Spectrum News: Some call to reform the judicial nomination process in New York

After a historic failed confirmation vote, New York has a confirmed nominee for chief judge of the Court of Appeals — Judge Rowan Wilson. Now the process for selecting a judge for the top court is under the microscope. Deputy Senate Majority Leader Michael Gianaris, a Queens Democrat, told Capital Tonight that the current system is “arbitrary and it’s not transparent.”

Gianaris says nothing has been put on the table yet but there are contemplations about a “simpler, stripped down” nominating process that would allow the governor to appoint anyone they’d like and then have that nominee face Senate confirmation, similar to the federal model.

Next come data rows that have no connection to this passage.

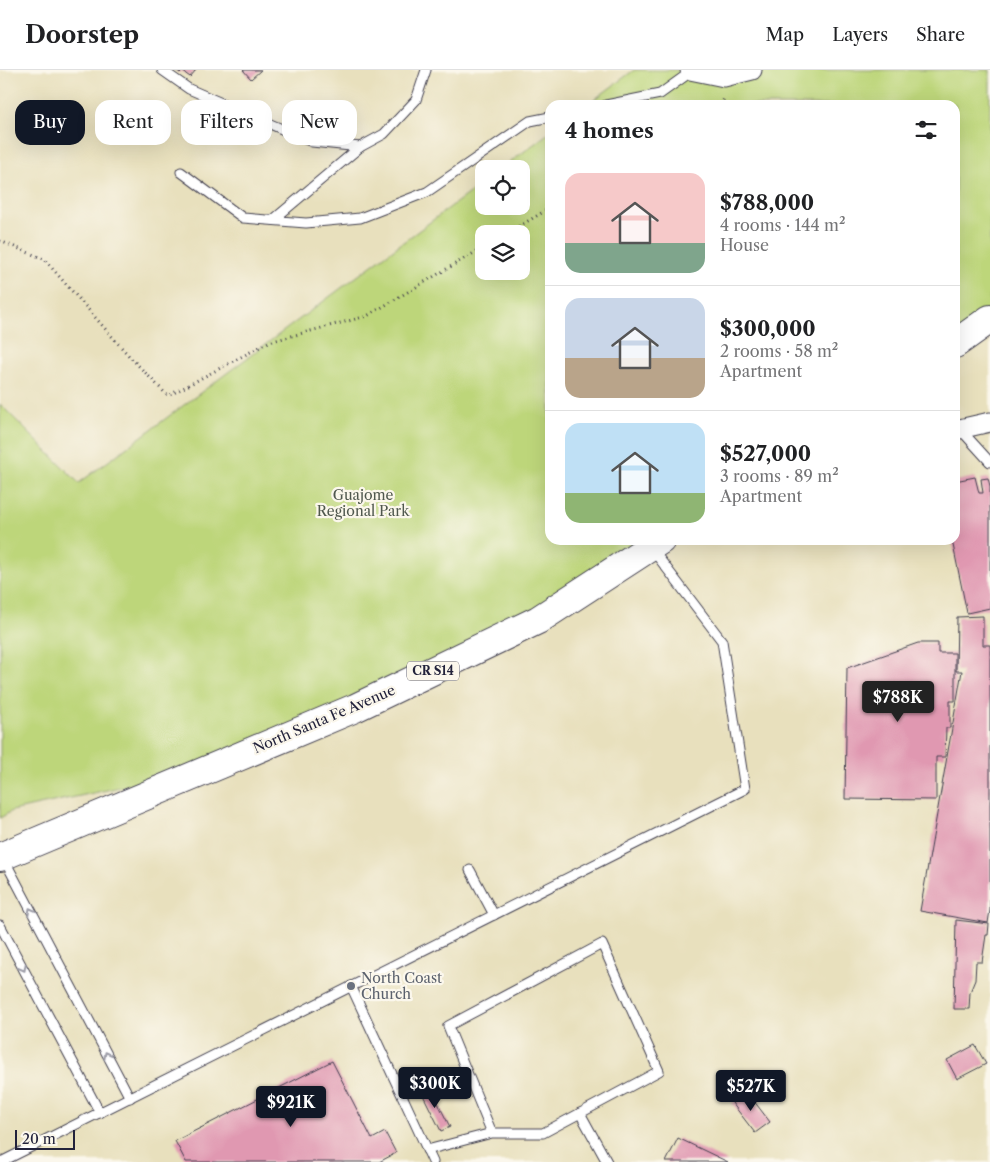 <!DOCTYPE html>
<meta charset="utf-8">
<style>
body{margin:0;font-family:"Libre Caslon Text",serif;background:#f2f2f2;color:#202124;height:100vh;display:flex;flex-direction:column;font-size:19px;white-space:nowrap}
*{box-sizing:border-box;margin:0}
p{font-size:16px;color:#757577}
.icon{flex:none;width:28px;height:28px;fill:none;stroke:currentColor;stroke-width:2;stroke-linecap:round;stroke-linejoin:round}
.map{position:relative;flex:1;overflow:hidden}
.panel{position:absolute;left:545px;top:30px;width:415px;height:445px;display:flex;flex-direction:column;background:#fff;border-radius:15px;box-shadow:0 5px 20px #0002}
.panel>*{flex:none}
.guide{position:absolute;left:15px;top:30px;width:455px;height:45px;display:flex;gap:10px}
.buttons{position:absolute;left:475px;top:90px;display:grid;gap:10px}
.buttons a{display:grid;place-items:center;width:55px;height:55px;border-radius:10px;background:#fff;box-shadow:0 5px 20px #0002;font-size:25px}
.scale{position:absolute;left:15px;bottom:12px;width:60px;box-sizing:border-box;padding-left:5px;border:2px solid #22223b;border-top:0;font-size:14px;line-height:18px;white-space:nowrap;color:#22223b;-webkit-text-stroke:4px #fbf7ec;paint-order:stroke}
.price{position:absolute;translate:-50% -42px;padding:0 11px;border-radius:5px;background:#111827;color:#fff;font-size:16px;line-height:32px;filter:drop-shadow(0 1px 2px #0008)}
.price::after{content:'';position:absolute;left:50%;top:30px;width:15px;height:11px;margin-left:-8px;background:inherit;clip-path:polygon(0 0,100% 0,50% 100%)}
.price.current{background:#222;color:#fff}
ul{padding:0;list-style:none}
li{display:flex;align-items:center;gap:15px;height:125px;padding:0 20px}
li+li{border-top:1px solid #e0e0e0}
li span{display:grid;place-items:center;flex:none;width:140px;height:100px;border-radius:15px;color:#555}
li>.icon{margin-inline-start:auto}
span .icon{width:60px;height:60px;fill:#fffc;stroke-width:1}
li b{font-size:21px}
h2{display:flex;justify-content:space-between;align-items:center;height:60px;padding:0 20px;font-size:21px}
.tag{padding:0 18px;border-radius:15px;background:#fff;box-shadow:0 5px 20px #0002;font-size:18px;line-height:45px}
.tag.current{background:#111827;color:#fff}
header{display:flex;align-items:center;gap:30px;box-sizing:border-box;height:70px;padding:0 25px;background:#fff;border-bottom:1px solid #e0e0e0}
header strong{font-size:24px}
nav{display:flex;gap:28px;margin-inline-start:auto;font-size:18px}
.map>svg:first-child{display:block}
</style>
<header>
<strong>Doorstep</strong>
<nav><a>Map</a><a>Layers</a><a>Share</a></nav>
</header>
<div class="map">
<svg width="990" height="1092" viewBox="0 0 990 1092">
<rect width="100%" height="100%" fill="#fbf7ec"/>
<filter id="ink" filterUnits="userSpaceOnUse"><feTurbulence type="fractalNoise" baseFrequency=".02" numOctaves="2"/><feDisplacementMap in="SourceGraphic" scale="10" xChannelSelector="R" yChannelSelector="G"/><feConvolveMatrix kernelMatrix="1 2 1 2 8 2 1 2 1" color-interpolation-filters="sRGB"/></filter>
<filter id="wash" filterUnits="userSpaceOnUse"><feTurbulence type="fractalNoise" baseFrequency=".0096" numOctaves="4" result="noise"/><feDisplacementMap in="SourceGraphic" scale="20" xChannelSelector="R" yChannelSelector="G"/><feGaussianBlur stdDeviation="1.12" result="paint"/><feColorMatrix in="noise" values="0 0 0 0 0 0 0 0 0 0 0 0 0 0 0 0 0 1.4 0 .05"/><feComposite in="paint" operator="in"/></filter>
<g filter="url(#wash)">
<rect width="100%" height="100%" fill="#e8e0bd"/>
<g fill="#bdd67a" stroke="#707c5a" fill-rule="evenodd">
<path d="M634 0H990V249L955 273V35H587Z"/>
<path d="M550 62V470H663L589 519 202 699 12 741 0 748V334L79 413 484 112V136H521V99H501ZM484 164H521V201H484Z"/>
</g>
<g id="blocks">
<g fill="#e098b1">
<path d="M176 0H196L190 7 182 1 180 3Z"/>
<path d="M243 0H261L251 9Z"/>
<path d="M975 407 979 423H983L981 409 988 408 990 416V538L967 543 952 470H955V411Z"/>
<path d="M983 546V575H990V840L988 853 920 841 962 601H956L957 547Z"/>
<path d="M918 573H938V583H955V631H950V658H946L945 687H936V730L845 729 847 598Z"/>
<path d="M956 850 989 854 988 865H986L982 892H976L975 910 970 922 969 939H954Z"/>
<path d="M975 975 986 994 957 1009 947 990Z"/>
<path d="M332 991 372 1069 385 1062 396 1083 379 1092H186L175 1071Z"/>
<path d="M430 1017 450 1057 441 1061 421 1021Z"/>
<path d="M747 1022 770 1052 755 1063 732 1033Z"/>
<path d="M678 1068 728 1092H666Z"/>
</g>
</g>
</g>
<g filter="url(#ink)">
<use href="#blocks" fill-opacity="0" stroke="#403e4e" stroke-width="1"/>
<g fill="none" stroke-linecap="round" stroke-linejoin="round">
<g stroke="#403e4e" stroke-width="11">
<g id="lane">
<path d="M162 0 189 19 312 72 360 77 384 64 416 30 426 0"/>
<path d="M606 35 660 24 692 1"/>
<path d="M181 102 243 148 306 153 360 148 427 122 530 51 550 47"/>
<path d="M273 150 360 77"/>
<path d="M960 359 990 392"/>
<path d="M4 789 130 1028"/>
<path d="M470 800 494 845"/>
<path d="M0 855 100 1043"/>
<path d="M351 916 433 1092"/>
<path d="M580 1043 607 1092"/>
<path d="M427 1080 492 1063H543L659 1001 602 874 448 956 492 1063"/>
<path d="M1 1092 745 719 722 571 652 479"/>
</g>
</g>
<g stroke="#403e4e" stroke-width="21">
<g id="street">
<path d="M690 0 724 7 752 0"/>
<path d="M955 360 990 352"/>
</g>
</g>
<g stroke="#403e4e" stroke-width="30">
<g id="primary">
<path d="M955 274 990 249"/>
<path d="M0 787 355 638 538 550 661 470"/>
</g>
</g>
<g stroke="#403e4e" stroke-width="3" stroke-dasharray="1 4" stroke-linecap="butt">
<path d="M721 35 725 26"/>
<path d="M506 164 550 138"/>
<path d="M0 171 44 189 129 286 168 326 269 272 367 246 484 177"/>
</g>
<use href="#lane" stroke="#fff" stroke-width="9"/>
<use href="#street" stroke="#fff" stroke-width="19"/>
<use href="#primary" stroke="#fff" stroke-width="28"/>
</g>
<defs><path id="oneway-chevron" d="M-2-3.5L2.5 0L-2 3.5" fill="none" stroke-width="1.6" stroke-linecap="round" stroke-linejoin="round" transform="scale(1.25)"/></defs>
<g stroke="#9c9ca7">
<use href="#oneway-chevron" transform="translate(31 841) rotate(-118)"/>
<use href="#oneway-chevron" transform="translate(23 898) rotate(62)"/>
<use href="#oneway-chevron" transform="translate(107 985) rotate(-118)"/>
</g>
</g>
<circle fill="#6b7280" stroke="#fbf7ec" stroke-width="2" cx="351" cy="916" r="5"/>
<g text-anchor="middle" stroke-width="4.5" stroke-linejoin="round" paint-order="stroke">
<rect fill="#fbf7ec" stroke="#636270" stroke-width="1" x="407" y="591.5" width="52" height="19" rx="4"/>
<g font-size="12" font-weight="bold" fill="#22223b">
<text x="433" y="605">CR S14</text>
</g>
<g font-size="14" fill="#50584e" stroke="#fbf7ec">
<text x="363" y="430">Guajome<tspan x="363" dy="16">Regional Park</tspan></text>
</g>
<g font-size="14" fill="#22223b" stroke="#fbf7ec">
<text transform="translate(324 649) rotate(-23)" y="5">North Santa Fe Avenue</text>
</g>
<g font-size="14" fill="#5b616d" stroke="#fbf7ec" text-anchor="start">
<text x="361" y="913">North Coast<tspan x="361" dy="16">Church</tspan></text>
</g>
</g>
</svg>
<div class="buttons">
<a><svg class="icon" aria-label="locate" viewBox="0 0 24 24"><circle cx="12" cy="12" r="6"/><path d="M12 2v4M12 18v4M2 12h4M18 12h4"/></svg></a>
<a><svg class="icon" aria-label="layers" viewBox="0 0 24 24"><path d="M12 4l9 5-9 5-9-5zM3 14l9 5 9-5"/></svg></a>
</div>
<div class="scale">20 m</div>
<b class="price current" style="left:898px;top:653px">$788K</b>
<b class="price" style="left:435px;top:1039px">$300K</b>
<b class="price" style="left:751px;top:1042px">$527K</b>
<b class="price" style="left:291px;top:1058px">$921K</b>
<div class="guide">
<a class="tag current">Buy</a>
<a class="tag">Rent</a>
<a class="tag">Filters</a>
<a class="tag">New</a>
</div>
<section class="panel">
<h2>4 homes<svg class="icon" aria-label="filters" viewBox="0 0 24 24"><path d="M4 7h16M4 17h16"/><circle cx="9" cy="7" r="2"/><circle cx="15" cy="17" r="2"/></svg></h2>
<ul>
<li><span style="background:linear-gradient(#f6c9c9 70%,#7fa58c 0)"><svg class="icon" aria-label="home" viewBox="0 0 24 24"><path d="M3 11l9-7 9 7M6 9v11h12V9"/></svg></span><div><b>$788,000</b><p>4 rooms · 144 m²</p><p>House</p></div></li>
<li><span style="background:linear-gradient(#c9d6e8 60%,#b9a48a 0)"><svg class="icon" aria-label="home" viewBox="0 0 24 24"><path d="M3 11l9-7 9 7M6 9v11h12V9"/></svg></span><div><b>$300,000</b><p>2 rooms · 58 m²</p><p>Apartment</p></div></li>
<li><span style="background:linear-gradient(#bfe0f5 70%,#8fb573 0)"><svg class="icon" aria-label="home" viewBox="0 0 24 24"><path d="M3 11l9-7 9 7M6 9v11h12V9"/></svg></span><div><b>$527,000</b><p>3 rooms · 89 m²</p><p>Apartment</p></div></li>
</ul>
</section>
</div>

Gianaris adds, “if you don’t think there’s politics involved in how the commission does its work, you’re not paying attention.”

Currently, when a vacancy occurs for one of the seven seats on the Court of Appeals, the Commission on Judicial Nomination is tasked with creating a short list of candidates for the governor to consider and find a nominee from. Once a nominee has been selected, they face a confirmation vote in the state Senate. Prior to the creation of the commission, voters would elect members to the Court of Appeals.

On Tuesday, the state Senate, along party lines, confirmed Rowan Wilson, an associate judge on the Court of Appeals, to succeed Janet DiFiore as the state’s chief Judge. Wilson’s successful confirmation comes after the governor’s first pick for the role, state Supreme Court Presiding Justice Hector LaSalle, was voted down by the Senate. Former state Solicitor General Caitlin Halligan has been nominated to take Wilson’s current seat as an associate judge on the Court of Appeals.

Halligan is expected to face the full Senate for a confirmation vote later this week.